When I was 18, I was sexually assaulted. It was early in my first year of college and I was attending a party off campus with a group of girls I barely knew. A man I didn’t know grabbed and groped me from behind, and when I broke free and tried to defend myself, he and his friends surrounded me. I was able to run out of the party and get a cab. I cried the whole way back to my dorm. I have to admit, even now, it feels foolish to call what happened to me sexual assault. It was 1999 and at 18, I just considered it a bad experience. I assumed it was part of being a woman. By the next morning, I had even decided I was lucky. It could have been worse. For so many women, it was so much worse.
The fact is, sexual assault is “any type of forced or coerced sexual contact or behavior that happens without consent.” It can include rape, attempted rape, molestation, unwelcome touching, sexual harassment or threats. According to the Office of Women’s Health, “in the United States, nearly one in five women has been raped and almost half of women have experienced another type of sexual assault.”
This fall, my husband and I are expecting our third boy. When I found out he was a boy, I have to admit, a small part of me, was relieved. Though living as a Black man in American society has it’s own risks, I knew I’d never have to worry about them being ogled in the street as adolescents or insulted when they refused to reciprocate a stranger’s advances or be groped as college freshman at a party. I allowed myself to believe that sexual assault was a “girl problem” and not something my boys would have to worry about. Recent headlines have proved my comfort misguided again and again.
In many ways, there rests a greater onus on us, boy parents, to make sure the world is a safer place for our girls. We are obligated to teach our boys accountability, even when no one is holding them accountable. We are obligated to teach our boys about consent, about boundaries and about respect. Perhaps just as importantly, we are obligated to teach our boys not to be bystanders.

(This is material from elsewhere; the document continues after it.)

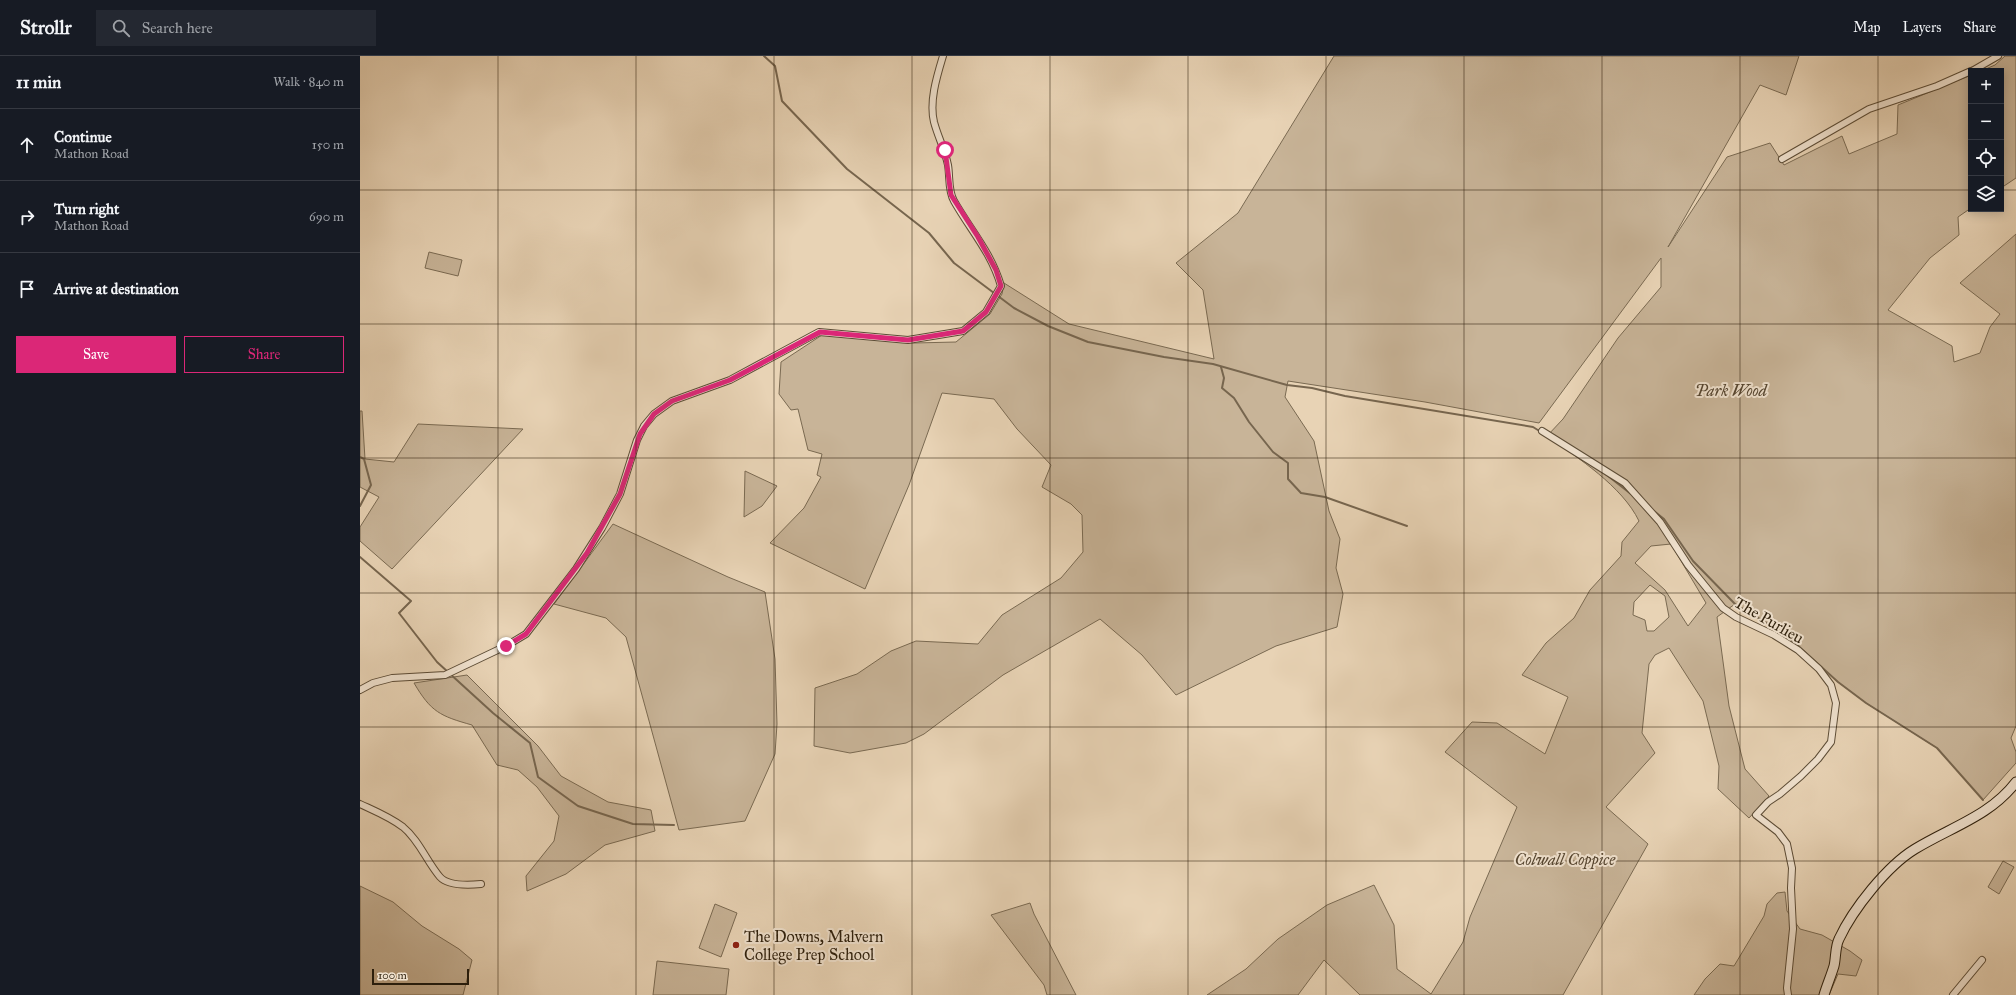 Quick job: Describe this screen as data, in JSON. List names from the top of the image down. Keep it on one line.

When people hear I am a mother of three boys, they use adjectives like “crazy” and “wild” to describe what my sons must be like. They depict my boys as “full of energy” and “hard to control.” While the energy level of my young boys is undeniable, I am always hesitant to wholeheartedly subscribe. There is this underlying idea that their gender somehow renders then irrational and unable to regulate their behavior. I realize this kind of thinking is what contributes to our society’s failure to place accountability on our sons. As if their masculinity makes them incapable of thought or reason. It’s the same line of thinking that calls a presidential candidates musings about sexual assault “locker room talk” or informs a system that calls a young college student’s vicious rape of an unconscious woman behind a dumpster “20 minutes of action.”
I realize now that my misguided idea that I could be “less” worried about my boys when it comes to sexual assault was dangerous. In many ways, there rests a greater onus on us, boy parents, to make sure the world is a safer place for our girls. We are obligated to teach our boys accountability, even when no one is holding them accountable. We are obligated to teach our boys about consent, about boundaries and about respect. We are obligated to teach our boys about self-control and responsibility. Perhaps just as importantly, we are obligated to teach our boys not to be bystanders. We live in a society permissive of the objectification of women and steeped heavily in the culture of rape. Especially in our communities. Not only do I want to raise men who never perpetuate these crimes, I want them to be the type of men who actively stand up against them.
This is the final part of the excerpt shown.